▶
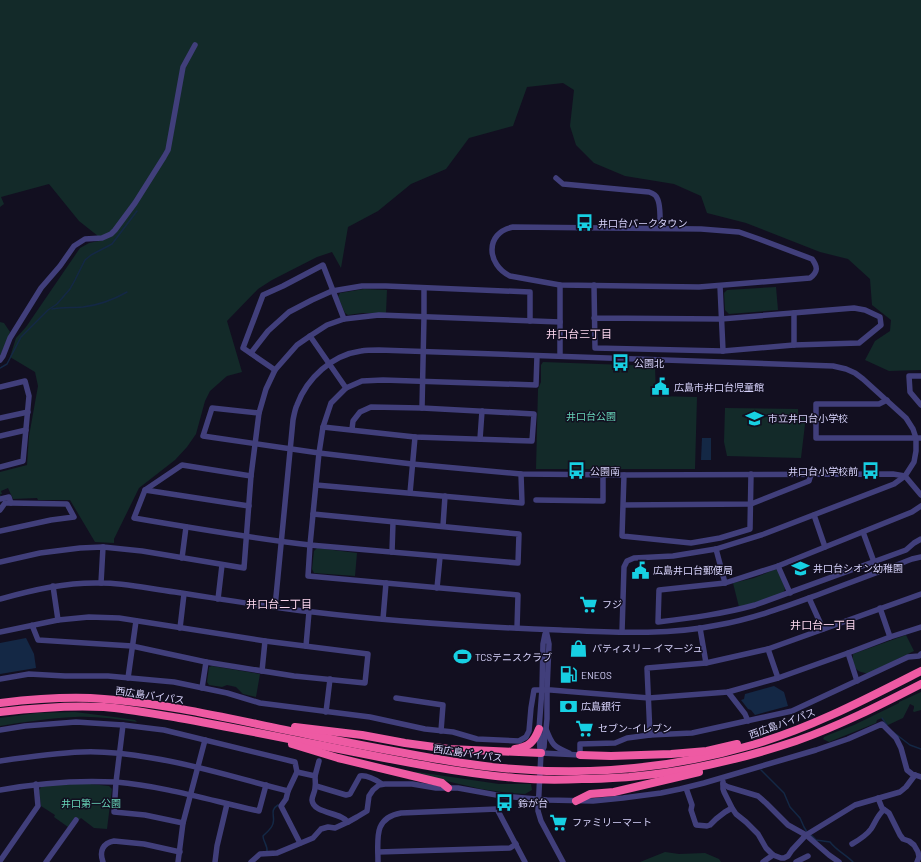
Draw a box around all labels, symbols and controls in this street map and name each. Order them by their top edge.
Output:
bus stop icon: 井口台パークタウン [575,213,595,233]
place label: 井口台パークタウン [598,217,688,229]
district label: 井口台三丁目 [546,327,612,340]
bus stop icon: 公園北 [611,353,631,373]
place label: 公園北 [634,357,664,369]
public building icon: 広島市井口台児童館 [651,377,671,397]
place label: 広島市井口台児童館 [674,381,764,393]
school or university icon: 市立井口台小学校 [745,408,765,428]
park label: 井口台公園 [566,410,616,422]
place label: 市立井口台小学校 [768,412,848,424]
bus stop icon: 公園南 [567,461,587,481]
bus stop icon: 井口台小学校前 [861,461,881,481]
place label: 公園南 [590,465,620,477]
place label: 井口台小学校前 [788,465,858,477]
school or university icon: 井口台シオン幼稚園 [790,558,810,578]
public building icon: 広島井口台郵便局 [630,560,650,580]
place label: 井口台シオン幼稚園 [813,562,903,574]
place label: 広島井口台郵便局 [653,564,733,576]
supermarket icon: フジ [579,594,599,614]
district label: 井口台二丁目 [246,597,312,610]
place label: フジ [602,598,622,610]
district label: 井口台一丁目 [790,618,856,631]
shop icon: パティスリー イマージュ [569,638,589,658]
place label: パティスリー イマージュ [592,642,703,654]
sports icon: TCSテニスクラブ [452,647,472,667]
place label: TCSテニスクラブ [475,651,552,663]
fuel station icon: ENEOS [558,665,578,685]
place label: ENEOS [581,669,612,681]
street label: 西広島バイパス [115,684,185,706]
bank icon: 広島銀行 [558,696,578,716]
place label: 広島銀行 [581,700,621,712]
street label: 西広島バイパス [747,705,817,741]
supermarket icon: セブン-イレブン [575,718,595,738]
place label: セブン-イレブン [598,722,672,734]
street label: 西広島バイパス [433,742,503,764]
bus stop icon: 鈴が台 [495,793,515,813]
park label: 井口第一公園 [61,797,121,809]
place label: 鈴が台 [518,797,548,809]
supermarket icon: ファミリーマート [549,812,569,832]
place label: ファミリーマート [572,816,652,828]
◀
Within the entries, find all lines that contain "パティスリー" and copy each one.

shop icon: パティスリー イマージュ [569,638,589,658]
place label: パティスリー イマージュ [592,642,703,654]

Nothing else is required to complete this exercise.